Hulett noted that the project took two years to complete and that, in retrospect, one of the things he believes could have been improved was developing the hardware verification prototype. He noted the group started developing the board too early in the design process. Because of this, the group then ran into issues discovering the origins of bugs. Some were in the chip design, but others were caused by the tools they used to program their design into the FPGAs in the prototyping system. But Hulett noted that developing a prototyping system is a very needed step because it allows you to catch bugs in the real world.
Garau’s talk mainly focused on the prototyping board his team developed to verify Teradici’s first chip targeted at “hardware accelerated remote desktops over Ethernet” and how it used the system to catch bugs in the real world. To verify the design, the group built an elaborate verification system to verify the two card system. One card goes into the host PC that is being “remoted,” while the second card goes into the user’s desktop. The company used the same chip for the client and host cards. To prototype, or what Garau called “emulate,” the extremely complex system, the company used a Dini prototyping board as the primary board and added custom cards to handle analog and unique functions. The company built in quite a bit of debugging functionality into the protyping board.

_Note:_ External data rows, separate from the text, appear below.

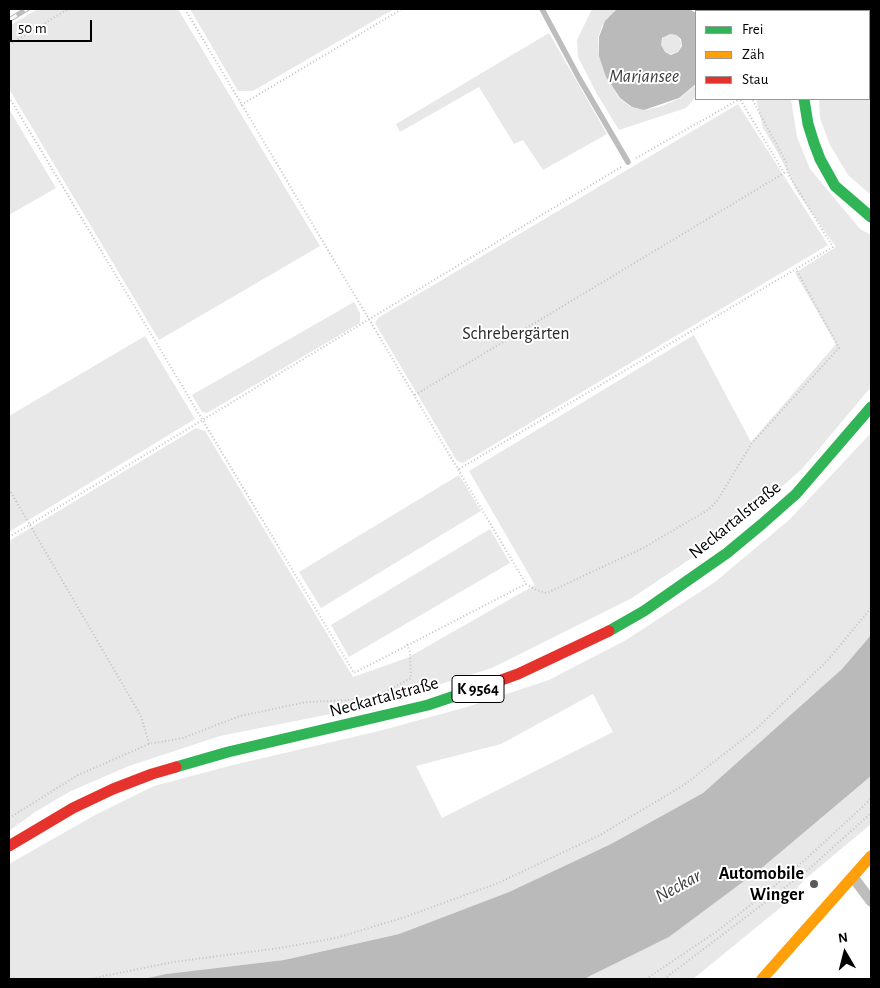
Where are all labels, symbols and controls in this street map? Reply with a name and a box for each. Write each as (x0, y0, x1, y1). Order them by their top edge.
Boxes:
scale bar (12, 10, 95, 42)
legend (695, 10, 870, 100)
text: 50 m (18, 21, 47, 36)
text: Frei (742, 22, 763, 37)
text: Zäh (742, 47, 765, 62)
water label: Mariansee (609, 65, 679, 87)
text: Stau (742, 72, 768, 87)
park label: Schrebergärten (462, 323, 570, 345)
street label: Neckartalstraße (685, 476, 785, 564)
street label: Neckartalstraße (327, 672, 441, 722)
road number: K 9564 (452, 676, 504, 702)
place label: Automobile Winger (719, 863, 804, 906)
water label: Neckar (651, 864, 705, 908)
marker: Automobile Winger (808, 878, 820, 890)
north arrow (820, 928, 870, 978)
text: N (837, 931, 849, 946)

“Despite all the debugging functionality we still had very limited debugging visibility,” said Garau. The company used Synplicity’s Identify product, which is essentially a synthesizable logic analyzer that goes into the FPGA. “However, the memory depth of the tool was somewhat limited, so a lot of times what we were doing was trying to figure out what stimulus we could throw into our verification environment to actually catch bugs in verification,” Garau said.

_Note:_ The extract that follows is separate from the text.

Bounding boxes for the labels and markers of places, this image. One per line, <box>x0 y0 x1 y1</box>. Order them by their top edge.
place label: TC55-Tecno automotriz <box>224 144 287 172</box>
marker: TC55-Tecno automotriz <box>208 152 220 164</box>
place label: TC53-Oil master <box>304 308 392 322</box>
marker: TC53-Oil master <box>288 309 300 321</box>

Garau said it was easy to find bugs with the tool and prototyping system, but it wasn’t easy to pinpoint the location of bugs. “You still need a very good verification testbench in order to find the actual bugs,” he said.
Garau said that with a bit of work they got the platform up and running and caught functional bugs with it.
The prototyping system also helped with other things. “The first one is that it helped us get a head start on firmware development,” said Garau. “Essentially we had a year head start before the actual chip came back so when the silicon came back we were ready to go with actual functional debug firmware, which was a huge plus.”
He said the prototyping system was especially useful in testing the system working with various drivers, operating systems, and peripheral devices like mice, keyboards, and webcams.
“There isn’t a testbench available that can provide that kind of functionality. Even if it could you would have to be simulating for eons. What this allowed us to do was investigate what the different operating systems were doing, what the different platforms were doing and actually tune our algorithms and RTL so we had a functional device. Without the RTL, you are talking a couple of spins, minimum, to just get that information,” Garau said.
Garau noted that for the next chip, the company will likely develop a custom prototyping system instead of using a commercial system so that it can better integrate analog and custom functionality into the system.